Più che per il suo attivismo, insomma, Pizzarotti sarebbe stato “scomunicato” per aver semplicemente messo in dubbio l’estremismo del proprio leader-guru. Tutto sarebbe partito, infatti, da una email collettiva inviata nei giorni scorsi da Pizzarotti a tutti i sindaci grillini (dallo stesso poi parzialmente smentita), in cui il primo cittadino della città ducale invitava a fare gruppo attorno ai senatori espulsi senza ragione.

 

Poche righe che avrebbero provocato l’ira di Grillo e la sua successiva bastonata nei confronti del sindaco di Parma.
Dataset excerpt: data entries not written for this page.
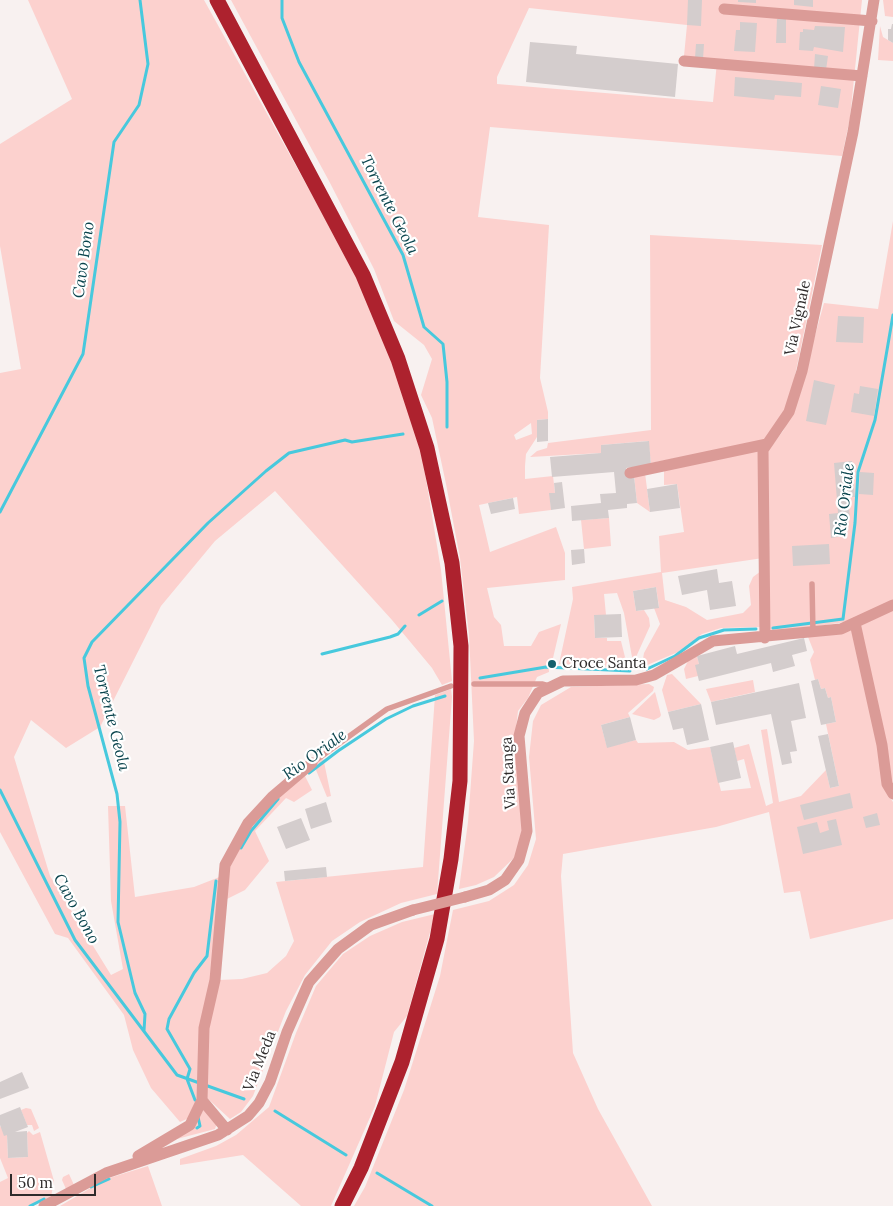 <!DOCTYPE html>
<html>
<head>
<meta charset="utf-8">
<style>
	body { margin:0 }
	#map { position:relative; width:893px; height:1206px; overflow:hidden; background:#f8f1f0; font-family:Lora,serif }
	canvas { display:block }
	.scale { position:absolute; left:10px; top:1174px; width:86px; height:22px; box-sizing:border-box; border:2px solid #2e2b2b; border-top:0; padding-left:6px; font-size:15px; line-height:18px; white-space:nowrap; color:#2e2b2b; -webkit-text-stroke:4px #fff; paint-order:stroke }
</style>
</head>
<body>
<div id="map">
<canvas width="893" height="1206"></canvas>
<div class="scale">50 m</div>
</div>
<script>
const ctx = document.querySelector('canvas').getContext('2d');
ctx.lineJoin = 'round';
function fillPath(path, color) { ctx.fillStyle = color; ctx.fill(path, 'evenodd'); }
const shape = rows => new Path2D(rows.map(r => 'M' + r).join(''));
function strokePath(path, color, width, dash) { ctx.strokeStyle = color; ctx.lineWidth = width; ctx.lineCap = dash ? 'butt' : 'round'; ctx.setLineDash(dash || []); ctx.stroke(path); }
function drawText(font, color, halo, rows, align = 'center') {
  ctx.font = font + ' Lora,serif'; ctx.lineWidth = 4.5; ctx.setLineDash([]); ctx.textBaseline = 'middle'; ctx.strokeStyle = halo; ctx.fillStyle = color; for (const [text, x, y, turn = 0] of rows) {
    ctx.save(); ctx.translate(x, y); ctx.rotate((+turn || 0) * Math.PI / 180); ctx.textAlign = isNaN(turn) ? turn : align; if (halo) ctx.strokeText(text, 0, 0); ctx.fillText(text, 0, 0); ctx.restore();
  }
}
const green = shape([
	[28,0,204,0,357,276,391,357,421,449,441,570,452,681,442,685,432,668,392,620,275,491,215,541,161,606,100,727,66,748,31,720,14,757,50,876,111,975,123,969,111,901,108,806,125,806,135,897,194,887,222,876,250,828,265,810,304,774,312,790,294,802,286,798,255,831,269,861,245,890,225,900,219,980,242,979,267,973,286,956,294,941,276,882,423,867,435,695,451,689,452,697,437,894,401,903,360,922,332,941,305,975,286,1011,253,1096,241,1112,230,1119,205,1096,189,1118,180,1122,151,1088,133,1050,124,1015,68,938,55,934,0,832,0,373,21,369,0,246,0,144,72,99],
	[231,0,862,0,850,118,842,156,490,127,478,217,549,225,540,378,548,412,548,419,537,420,537,437,526,454,525,466,525,479,553,476,555,493,550,493,551,510,519,514,517,497,479,505,490,552,556,527,565,553,565,580,487,588,494,617,501,625,504,646,531,646,539,632,561,624,553,658,548,660,549,672,537,677,528,698,518,711,516,729,524,831,517,855,494,877,476,885,459,889,468,822,474,741,469,635,460,558,446,484,432,418,421,395,432,359,424,345,394,321,374,269,329,181],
	[529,8,687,25,684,56,717,62,713,102,497,84,497,77],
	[531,423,532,434,516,440,514,435],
	[883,0,893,0,893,17,885,16],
	[880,26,883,37,893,43,893,61,878,60],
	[893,221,893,600,845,622,774,633,769,628,767,452,783,431,796,404,824,303,878,309],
	[650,235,822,245,791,395,784,412,764,441,651,463,648,441,601,445,601,453,530,457,537,451,547,448,548,443,651,430],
	[758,449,763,558,662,573,665,600,686,607,707,620,743,613,751,605,749,586,753,577,761,571,763,627,721,628,702,634,678,652,645,666,642,664,644,653,660,624,654,608,659,607,656,587,633,591,636,611,644,610,649,618,650,626,636,657,632,657,624,613,617,593,604,594,606,615,594,616,595,638,607,638,607,641,621,641,625,657,632,668,559,664,573,599,572,587,661,572,659,536,684,532,677,484,664,485,664,469],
	[645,473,650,512,637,503,634,476],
	[609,518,611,546,584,549,581,520],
	[893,608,893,783,888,784,858,627],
	[855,628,881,746,884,788,893,802,893,919,810,939,800,891,784,893,769,812,716,827,563,854,561,876,573,1053,598,1109,652,1206,354,1206,365,1187,404,1090,440,976,453,910,489,901,514,885,528,865,536,839,529,757,533,721,541,705,571,687,649,684,654,687,653,691,628,713,630,717,601,725,607,747,636,740,638,743,674,742,688,750,710,747,721,791,751,788,744,759,737,761,734,748,749,744,766,806,773,803,761,730,767,729,779,802,801,796,826,770,830,788,839,786,826,724,836,722,831,697,828,698,825,688,821,689,818,679,815,680,810,660,814,652,808,637],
	[697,656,699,664,698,676,686,679,684,669,688,661],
	[672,674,701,704,668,712,662,690,667,675],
	[753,680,755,692,711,702,706,689],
	[655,692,661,715,660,717,654,720,632,714],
	[323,757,331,796,327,797,314,765],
	[435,914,407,1016,394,1032,375,1106,331,1206,301,1206,243,1155,180,1165,180,1159,216,1146,236,1135,269,1107,296,1033,316,986,343,954,370,936,402,922],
	[200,1106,217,1123,215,1129,173,1140],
	[26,1108,31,1109,39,1128,34,1131,32,1125,27,1125,21,1110],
	[0,1126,7,1135,8,1158,28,1157,27,1133,29,1131,33,1135,40,1132,54,1181,51,1197,33,1206,0,1206,0,1182,8,1178,0,1158],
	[148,1166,162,1206,60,1206,106,1179],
	[69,1174,74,1185,66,1189,62,1180,63,1177]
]);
const stream = shape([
	[282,0,282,18,299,62,403,255,424,327,443,344,447,382,447,427],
	[0,512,83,354,114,142,139,105,148,64,140,0],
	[419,615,442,601],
	[773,628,843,619,855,523,858,472,875,420,893,315],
	[322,654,390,637,398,634,405,626],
	[647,669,675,656,699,638,724,630,756,629],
	[480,678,546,667,630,671],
	[309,773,338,751,386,719,413,706,445,696],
	[0,790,75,940,177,1075,244,1099],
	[241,848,251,831,278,799],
	[144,1031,145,1014,135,993,118,922,120,822,117,794,88,686,84,658,92,642,208,523,266,471,289,453,345,440,352,442,403,434],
	[195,1100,187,1079,190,1069,167,1029,169,1019,194,973,207,956,216,881],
	[275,1111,346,1155],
	[197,1128,200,1126,198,1117],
	[377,1173,432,1206],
	[91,1187,109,1179],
	[30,1206,44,1199]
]);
const building = shape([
	[688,0,702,0,701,26,687,25],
	[738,0,756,0,756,3,738,2],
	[794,0,813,0,813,7,794,5],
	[777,19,786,19,786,43,776,43],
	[740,22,757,23,755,52,734,51,736,30,740,30],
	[892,24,893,24,893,43,888,40,888,29,891,29],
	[815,26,845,27,843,52,814,47,813,51,799,50,800,32,803,32,803,29,814,30],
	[530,42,577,46,576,54,678,64,675,97,526,82],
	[696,44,704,44,703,59,695,58],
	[815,54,828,56,826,70,814,69],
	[735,77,802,83,801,97,775,95,774,100,734,96],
	[821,86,841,89,838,108,818,105],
	[838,316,864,317,863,343,836,342],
	[814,380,835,385,826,425,806,421],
	[860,386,878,389,874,416,851,412,854,393,859,394],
	[548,419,548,441,537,442,537,420],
	[649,441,651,465,626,468,626,476,634,476,637,503,627,504,627,508,608,510,609,518,572,521,571,506,601,503,600,494,616,493,614,472,552,477,550,457,601,453,601,445],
	[852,461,855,497,848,497,850,519,843,520,844,536,831,538,829,514,838,513,834,463],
	[860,472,874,473,873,495,859,494],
	[562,482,565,508,551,510,549,493,555,493,554,483],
	[677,484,680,508,650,512,647,489],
	[513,498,515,509,491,514,488,503],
	[829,544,830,564,793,566,792,546],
	[584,549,585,563,572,565,571,550],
	[717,569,719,583,732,581,736,606,710,610,707,590,682,595,678,576],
	[656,587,659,608,636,611,633,591],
	[621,614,622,637,595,638,594,615],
	[804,638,807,651,792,655,795,666,773,672,771,663,699,681,695,665,699,664,697,656,735,646,737,654],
	[818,679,821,689,825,688,828,698,831,697,836,722,821,725,811,681],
	[799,683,806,718,791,721,797,751,790,752,792,763,782,765,771,714,716,725,711,702],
	[701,704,709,740,687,745,683,728,673,730,668,712],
	[630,717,636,740,607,748,601,725],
	[828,734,839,786,830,788,818,736],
	[733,742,741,778,718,783,710,747],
	[850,793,853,808,804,820,800,805],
	[326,802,332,822,311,829,305,809],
	[877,813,880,825,866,828,863,817],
	[301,818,310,840,286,849,277,827],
	[836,819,842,845,803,854,797,827,817,822,820,833,829,830,827,821],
	[326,867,327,877,285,881,284,871],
	[22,1072,29,1088,0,1099,0,1082],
	[20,1107,28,1127,15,1132,27,1131,28,1157,8,1158,7,1135,4,1136,0,1125,0,1115]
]);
const lane = shape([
	[812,584,813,633],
	[474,684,542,684,549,686],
	[312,763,387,709,451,686]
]);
const street = shape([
	[724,9,872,21],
	[684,61,862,76],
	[630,473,767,444],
	[855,623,882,745,887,784,893,794],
	[765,638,763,450,789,412,802,371,853,132,874,0],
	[465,897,489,890,505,880,519,860,527,831,519,736,525,713,538,693,563,681,636,680,654,675,713,641,841,629,893,605],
	[227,1130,202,1100,204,1028,215,980,225,865,248,823,272,797,312,763],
	[138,1156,190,1125,202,1100],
	[44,1206,106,1173,218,1135,248,1116,259,1103,270,1082,287,1032,309,982,338,949,371,925,413,910]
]);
const highway = shape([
	[217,0,363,275,398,359,427,448,452,563,461,646,460,781,451,859,437,939,402,1062,361,1168,342,1206]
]);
const streetBridge = shape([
	[413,910,465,897]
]);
const markers = [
	[552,664,5,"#14616c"]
];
const streetNames = [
	["Via Vignale",798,318,-78],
	["Via Stanga",509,773,-93],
	["Via Meda",260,1061,-68]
];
const poiNames = [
	["Croce Santa",562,664]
];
const waterNames = [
	["Torrente Geola",389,205,63],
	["Cavo Bono",84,260,-82],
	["Rio Oriale",845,500,-83],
	["Torrente Geola",111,718,76],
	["Rio Oriale",315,755,-36],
	["Cavo Bono",76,909,61]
];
fillPath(green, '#fcd1ce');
strokePath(stream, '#47c9dd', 3);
fillPath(building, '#d4cdcd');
strokePath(lane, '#db9b97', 5.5);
strokePath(street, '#db9b97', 11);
strokePath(highway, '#ad222e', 15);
strokePath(streetBridge, '#db9b97', 11);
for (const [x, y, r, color] of markers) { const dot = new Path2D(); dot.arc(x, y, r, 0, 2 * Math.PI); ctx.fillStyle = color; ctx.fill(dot); strokePath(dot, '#fff', 2); }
drawText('15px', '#2e2b2b', '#fff', streetNames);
drawText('15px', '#2e2b2b', '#fff', poiNames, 'left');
drawText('italic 16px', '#0b454e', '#fff', waterNames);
</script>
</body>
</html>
Pizzarotti o meno, comunque, appare ormai chiaro quanto il Movimento 5 Stelle sia vittima di una deriva politico-culturale antidemocratica ben più generale e profonda.

 

Dopo aver sbancato alle elezioni ed aver fatto l’ingresso in Parlamento con una compagine di semplici pedine raccattate qua e là per il Web in una forma solo apparentemente partecipativa, il duo Grillo-Casaleggio ha finito per mostrare inevitabilmente la matrice assolutista del proprio disegno politico.

 

Allergici a qualsiasi forma di dialettica democratica in nome della suprema compattezza interna – seppur comprensibile inizialmente, ora mero alibi per ogni genere di repressione del dissenso –, l’ex comico genovese e il suo “misterioso” braccio destro hanno improntato il governo della propria creatura politica sulla regola dell’unanimismo: o ti allinei o sei fuori.

 

Un modo di gestire le dinamiche politiche che non si limita alla sola tirannia della maggioranza – come la definiva John Stuart Mill (la cui lettura è più che mai consigliata agli esagitati grillini) –, bensì punta ad una totale sopraffazione delle minoranze e ad una loro diretta esclusione.

 

Un circolo vizioso non solo chiaramente antidemocratico, ma anche del tutto illogico. L’ovvio destino è quello tracciato dal neo-espulso Battista: “Grillo, resterete tu e Casaleggio”.